Once the pictures are set aside, reproduce the remaining data exactly.

■ Supplied data
↓↓↓

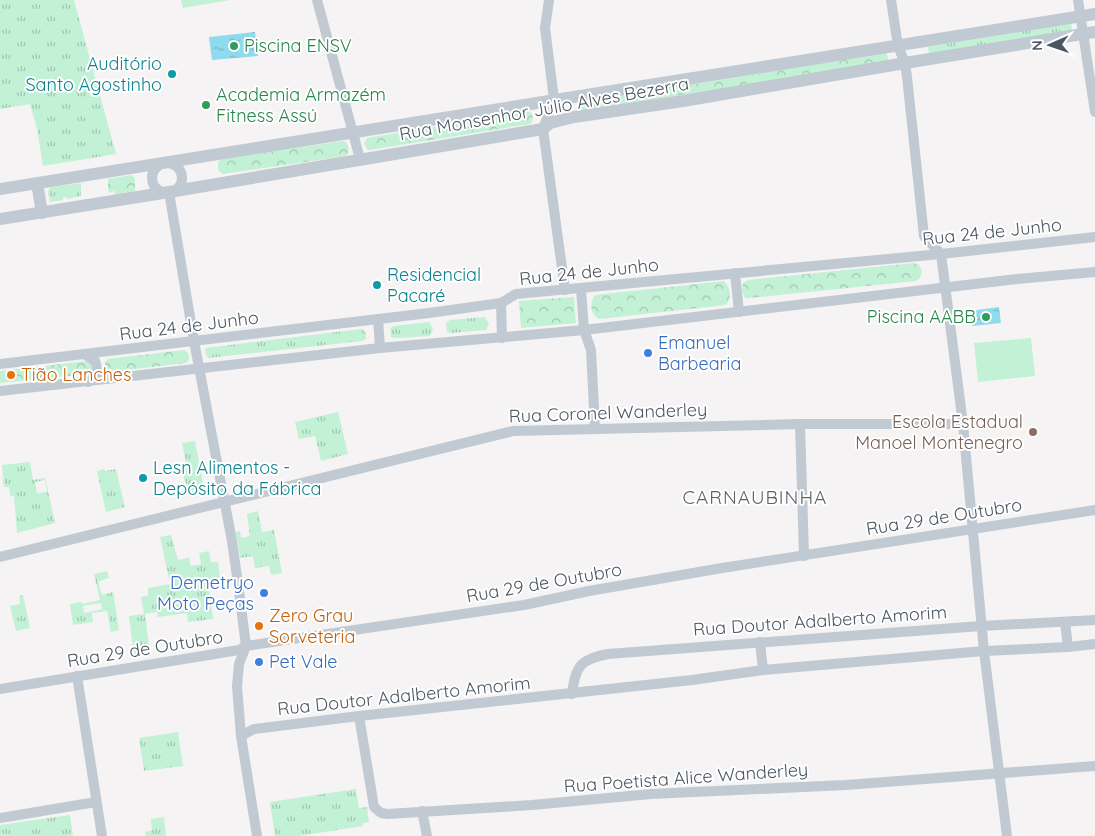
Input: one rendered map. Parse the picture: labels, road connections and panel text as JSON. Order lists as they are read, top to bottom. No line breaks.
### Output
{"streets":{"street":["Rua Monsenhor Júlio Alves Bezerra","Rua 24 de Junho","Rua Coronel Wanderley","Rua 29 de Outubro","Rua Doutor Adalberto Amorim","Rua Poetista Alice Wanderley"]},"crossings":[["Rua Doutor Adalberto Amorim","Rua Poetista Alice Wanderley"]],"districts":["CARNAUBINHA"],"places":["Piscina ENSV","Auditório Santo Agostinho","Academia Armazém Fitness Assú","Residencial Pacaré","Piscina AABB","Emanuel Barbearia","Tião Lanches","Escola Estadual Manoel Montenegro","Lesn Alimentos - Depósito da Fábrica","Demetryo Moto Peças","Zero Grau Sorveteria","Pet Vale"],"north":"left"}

↑↑↑

■ Exercise response
Input: one rendered map. Parse the picture: labels, road connections and panel text as JSON. Order lists as they are read, top to bottom. No line breaks.
### Output
{"streets":{"street":["Rua Monsenhor Júlio Alves Bezerra","Rua 24 de Junho","Rua Coronel Wanderley","Rua 29 de Outubro","Rua Doutor Adalberto Amorim","Rua Poetista Alice Wanderley"]},"crossings":[["Rua Doutor Adalberto Amorim","Rua Poetista Alice Wanderley"]],"districts":["CARNAUBINHA"],"places":["Piscina ENSV","Auditório Santo Agostinho","Academia Armazém Fitness Assú","Residencial Pacaré","Piscina AABB","Emanuel Barbearia","Tião Lanches","Escola Estadual Manoel Montenegro","Lesn Alimentos - Depósito da Fábrica","Demetryo Moto Peças","Zero Grau Sorveteria","Pet Vale"],"north":"left"}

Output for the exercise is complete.